Theft is theft, stop acting like digital works should be treated as different than physical. As an author, I’m tired of watching the publishing industry fuck over creators, and then watch consumers and “disrupters” fuck them over on the other end and act like they’re helping.
nobody is going to drop 30 bucks on a book by an author they’ve never read and that no one else is reading. publishers shoot themselves in the foot by not having easy access to books
You’re not being forced to. There’s endless, endless amounts of low cost and free books for you to enjoy. The justification that “this piece of entertainment is too high, therefore an online website should be allowed to lend it out for free to anyone who wants it” is weak in the face of how much free entertainment exists in the world. Go consume that if you need to read a book and can’t afford the price of admission for the $30 one.
EDIT: and to add a little more here - if folks stop paying the $30 for a book, that’ll stop being the price.

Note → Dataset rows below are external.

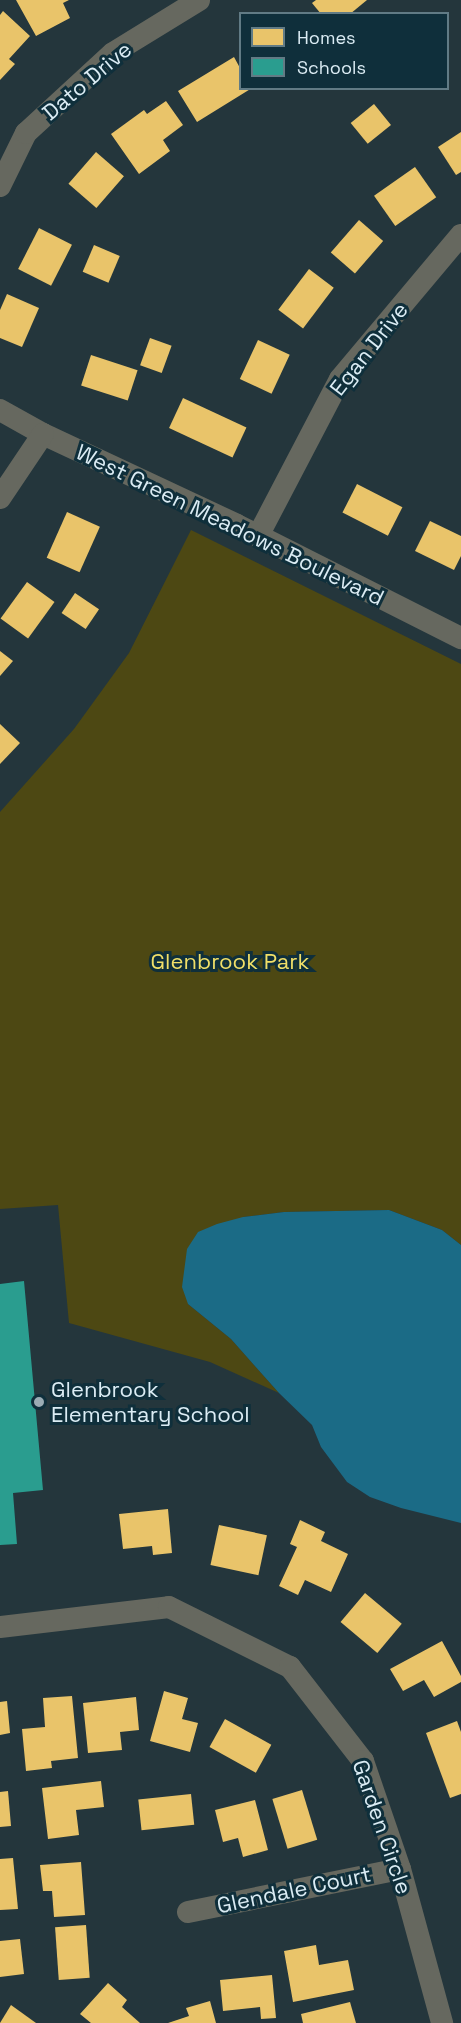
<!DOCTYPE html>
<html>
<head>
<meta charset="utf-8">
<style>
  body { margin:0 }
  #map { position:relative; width:461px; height:2023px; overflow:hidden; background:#24363c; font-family:"Space Grotesk",sans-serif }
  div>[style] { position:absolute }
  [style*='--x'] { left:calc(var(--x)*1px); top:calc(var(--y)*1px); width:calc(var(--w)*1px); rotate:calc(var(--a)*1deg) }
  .green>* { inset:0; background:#4d4813 }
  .water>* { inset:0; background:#1b6b86 }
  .homes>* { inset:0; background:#e9c46a; transform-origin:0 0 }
  .schools>* { inset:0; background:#2a9d8f }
  .minor>* { height:22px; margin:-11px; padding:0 11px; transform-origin:11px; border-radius:11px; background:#66685f }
  .dots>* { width:16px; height:16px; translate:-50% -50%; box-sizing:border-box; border:3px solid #0f2f3b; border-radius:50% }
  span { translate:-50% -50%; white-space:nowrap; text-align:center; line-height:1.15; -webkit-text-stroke:6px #0f2f3b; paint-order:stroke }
  .street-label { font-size:22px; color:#dbecf4 }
  .park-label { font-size:22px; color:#f0df68 }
  .poi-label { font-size:22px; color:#dbecf4 }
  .left { translate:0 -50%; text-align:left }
  .legend { position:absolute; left:239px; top:12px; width:210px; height:78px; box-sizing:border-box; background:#0f2f3b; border:2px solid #617b85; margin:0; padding:8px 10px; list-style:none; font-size:18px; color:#dbecf4 }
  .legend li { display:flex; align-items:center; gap:12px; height:30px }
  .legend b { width:30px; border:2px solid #617b85 }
</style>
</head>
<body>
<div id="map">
  <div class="green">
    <i style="clip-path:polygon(191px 530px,461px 664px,461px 1245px,442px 1230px,389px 1210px,284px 1212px,243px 1217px,188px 1304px,231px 1339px,279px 1393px,210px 1362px,69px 1323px,58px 1205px,0 1209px,0 812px,74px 729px,129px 653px)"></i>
  </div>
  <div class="water">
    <i style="clip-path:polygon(389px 1210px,442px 1230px,461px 1245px,461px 1523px,401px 1508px,370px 1497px,347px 1482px,321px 1447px,312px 1425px,279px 1393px,231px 1339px,188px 1304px,182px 1287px,187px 1249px,198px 1232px,217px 1224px,243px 1217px,284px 1212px)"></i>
  </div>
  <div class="homes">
    <i style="clip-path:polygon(16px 0,69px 0,63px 3px,70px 18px,36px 36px)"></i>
    <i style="clip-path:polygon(316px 0,367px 0,350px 14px,321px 14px,312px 3px)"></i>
    <i style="clip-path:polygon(3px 11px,30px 36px,9px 59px,15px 64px,0 80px,0 15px)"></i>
    <i style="clip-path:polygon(234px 57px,240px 68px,240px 88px,252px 88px,197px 122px,178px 91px)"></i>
    <i style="clip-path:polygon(166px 101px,183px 125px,163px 140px,170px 151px,139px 174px,111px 134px,144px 110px,147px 114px)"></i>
    <i style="left:374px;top:104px;width:27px;height:30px;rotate:51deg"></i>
    <i style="clip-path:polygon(461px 132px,461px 172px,456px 175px,438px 147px)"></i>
    <i style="left:96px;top:152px;width:37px;height:42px;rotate:41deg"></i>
    <i style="left:415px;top:167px;width:37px;height:50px;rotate:55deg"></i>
    <i style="left:359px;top:220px;width:32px;height:43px;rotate:41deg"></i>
    <i style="left:39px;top:228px;width:37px;height:46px;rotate:27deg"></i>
    <i style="left:94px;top:245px;width:28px;height:29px;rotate:23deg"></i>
    <i style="left:309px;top:269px;width:31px;height:51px;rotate:37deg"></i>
    <i style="clip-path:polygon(7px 294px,39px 308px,22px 347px,0 338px,0 310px)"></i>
    <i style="left:150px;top:338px;width:23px;height:29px;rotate:20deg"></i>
    <i style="left:258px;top:340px;width:35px;height:43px;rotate:25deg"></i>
    <i style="left:91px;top:355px;width:49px;height:32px;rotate:18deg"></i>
    <i style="left:183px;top:398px;width:70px;height:33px;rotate:25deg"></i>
    <i style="left:357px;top:484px;width:51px;height:32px;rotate:27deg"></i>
    <i style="left:67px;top:512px;width:36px;height:50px;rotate:24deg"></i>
    <i style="clip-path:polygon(430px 521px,461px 536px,461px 556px,454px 570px,415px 551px)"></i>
    <i style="left:27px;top:582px;width:34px;height:45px;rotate:36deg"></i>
    <i style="left:75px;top:593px;width:29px;height:24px;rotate:34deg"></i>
    <i style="clip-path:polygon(0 651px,13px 661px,0 676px)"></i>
    <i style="clip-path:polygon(0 724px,20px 743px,0 764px)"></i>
    <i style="clip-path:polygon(168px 1509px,172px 1553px,153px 1555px,152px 1546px,123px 1549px,119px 1514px)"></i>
    <i style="clip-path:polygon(300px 1520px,325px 1532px,321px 1541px,348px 1554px,331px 1592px,305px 1580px,298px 1595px,279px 1586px,297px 1547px,290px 1544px)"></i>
    <i style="left:219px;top:1525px;width:49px;height:41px;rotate:12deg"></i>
    <i style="left:365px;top:1593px;width:48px;height:38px;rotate:40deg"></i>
    <i style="clip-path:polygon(442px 1641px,461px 1676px,461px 1682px,434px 1697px,424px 1680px,403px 1691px,390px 1669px)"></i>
    <i style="clip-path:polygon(164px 1691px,188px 1698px,182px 1719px,198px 1723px,190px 1752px,150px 1741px)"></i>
    <i style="clip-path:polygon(72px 1696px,78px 1758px,51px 1761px,52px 1768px,26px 1771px,22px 1729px,45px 1727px,43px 1698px)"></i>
    <i style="clip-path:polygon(136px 1697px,139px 1730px,120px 1732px,122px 1750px,88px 1753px,83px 1703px)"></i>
    <i style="clip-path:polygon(7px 1701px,10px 1733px,0 1735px,0 1702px)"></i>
    <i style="left:225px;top:1719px;width:53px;height:32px;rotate:29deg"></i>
    <i style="clip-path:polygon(457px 1721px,461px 1732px,461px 1794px,450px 1798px,426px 1733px)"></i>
    <i style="clip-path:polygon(101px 1781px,104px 1807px,76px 1810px,79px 1835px,48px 1839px,42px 1788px)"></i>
    <i style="left:302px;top:1790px;width:52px;height:31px;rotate:73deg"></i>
    <i style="clip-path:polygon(8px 1791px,11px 1826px,0 1827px,0 1792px)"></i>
    <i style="left:191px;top:1794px;width:31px;height:53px;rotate:84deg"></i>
    <i style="clip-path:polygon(255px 1800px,268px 1850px,243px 1857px,238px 1838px,223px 1842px,215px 1810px)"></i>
    <i style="clip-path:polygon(13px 1858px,18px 1909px,0 1910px,0 1859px)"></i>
    <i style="clip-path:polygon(81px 1862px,85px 1915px,54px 1917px,52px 1891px,43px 1891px,40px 1865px)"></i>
    <i style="left:86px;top:1925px;width:53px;height:31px;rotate:86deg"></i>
    <i style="clip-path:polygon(20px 1939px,24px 1974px,0 1977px,0 1941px)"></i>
    <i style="clip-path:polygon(316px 1945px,319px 1965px,348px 1960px,354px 1990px,293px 2002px,284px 1951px)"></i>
    <i style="clip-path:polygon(272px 1975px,276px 2018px,261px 2019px,260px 2007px,223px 2011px,220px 1980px)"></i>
    <i style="clip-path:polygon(108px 1983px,127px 2000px,122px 2007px,140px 2023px,91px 2023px,80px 2014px)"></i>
    <i style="clip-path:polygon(210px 2001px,216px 2023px,168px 2023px,189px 2016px,186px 2008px)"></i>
    <i style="clip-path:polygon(350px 2002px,356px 2023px,303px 2023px,301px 2014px)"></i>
    <i style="clip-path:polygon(11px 2005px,36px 2023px,0 2023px)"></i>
  </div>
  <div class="schools">
    <i style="clip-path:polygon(24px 1281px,43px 1490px,13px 1493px,17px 1544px,0 1545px,0 1284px)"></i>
  </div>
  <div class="minor">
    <i style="--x:0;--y:186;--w:59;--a:-63.9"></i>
    <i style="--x:26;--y:133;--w:118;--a:-42.6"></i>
    <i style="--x:113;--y:53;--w:101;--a:-31.6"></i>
    <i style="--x:0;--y:410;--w:49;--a:29.2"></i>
    <i style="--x:43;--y:434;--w:214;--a:25.1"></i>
    <i style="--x:237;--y:525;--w:251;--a:26.8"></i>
    <i style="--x:0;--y:498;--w:77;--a:-56.1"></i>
    <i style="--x:258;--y:536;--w:177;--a:-62.4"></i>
    <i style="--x:340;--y:379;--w:188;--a:-50"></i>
    <i style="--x:0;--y:1627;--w:170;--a:-6.7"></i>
    <i style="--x:169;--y:1607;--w:135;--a:26.4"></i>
    <i style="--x:290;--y:1667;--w:119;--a:52.2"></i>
    <i style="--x:363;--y:1761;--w:114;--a:71.1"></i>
    <i style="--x:400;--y:1869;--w:160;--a:74.7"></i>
    <i style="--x:188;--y:1912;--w:216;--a:-11.5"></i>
  </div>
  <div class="dots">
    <i style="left:39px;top:1402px;background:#9bacb4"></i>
  </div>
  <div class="street-label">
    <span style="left:87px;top:81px;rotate:-40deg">Dato Drive</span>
    <span style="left:369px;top:349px;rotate:-52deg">Egan Drive</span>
    <span style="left:230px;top:525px;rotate:26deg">West Green Meadows Boulevard</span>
    <span style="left:382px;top:1827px;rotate:71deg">Garden Circle</span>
    <span style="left:294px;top:1890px;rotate:-12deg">Glendale Court</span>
  </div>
  <div class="park-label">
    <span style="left:230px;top:962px">Glenbrook Park</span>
  </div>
  <div class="poi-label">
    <span class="left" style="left:51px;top:1402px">Glenbrook<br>Elementary School</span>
  </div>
  <ul class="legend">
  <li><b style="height:16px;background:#e9c46a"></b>Homes</li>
  <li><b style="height:16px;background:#2a9d8f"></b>Schools</li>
  </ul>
</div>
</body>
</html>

If it’s $30, there’s obviously demand at that price. And the cost of publishing ain’t cheap. Having self-pubbed a book, I’ve learned a bit more about how expensive its become. The price of paper alone has spiked significantly since 2020 due to supply chain disruptions and it hasn’t come back down yet. Probably won’t, either. Even self-pubbed authors are selling at $14 or more to make up the cost differences.
Not to disagree with you, but to add a nice bit of historical context - at least 2 great libraries were formed by grabbing visitors books as they entered the city and copying them. Alexandria and one from the golden age of Islam, and I’m ashamed to forget its name.
These questions were brought up in the early years of the World Wide Web, and are covered by copyright law now and included as an infringement exception. The act of viewing something and having it drop into your browser cache is not a copyright violation.
Yes, that was copyright law THEN, and the book owners were also compensated (paid) for the privilege of copying their books.
Is that copyright law NOW? Do we need government to grab books off ships and copy them for our libraries, or can libraries obtain them in other ways today?
There are other issues libraries today face when acquiring books, notably the ridiculous price publishers charge for a “license” to lend the book a limited number of times, whether its a digital or physical copy. But IA went the opposite extreme and said “we can lend it infinitely forever as many times as we like,” and that’s just as problematic for everyone involved.
At least for the foreseeable future, the difference in the US is that physical books are SOLD, not LICENSED. Which means that the owner has rights defined by law, and not permissions granted by a contract. The “distribution” right of copyright holders is largely extinguished after the “first sale” to the public.* That was originally the result of a court ruling and so it could disappear just like Roe v. Wade, but it was codified into the law in the 1976 copyright act. That doesn’t mean that it can’t be changed, but it is a rather more public process that involves Congress rather than the Supreme Court.
edited to add: The main exception that I am aware of is is court case holding that a foreign sale does not extinguish the right to distribute in the US, so that importation of textbooks purchased abroad was considered infringing. A terrible ruling, IMHO, but those are fairly common in copyright cases.
Yes, but they weren’t doing that to make money. That was my point. Pre-printing press, there was no money in wholesale copying and distribution of written works.
I wouldn’t say that there was NO money in it. It was a notable source of funds for monasteries, but that fact that they were using near-free labor kept price low enough, (although VERY high compared to printed works) that copying them wasn’t a commercially viable business.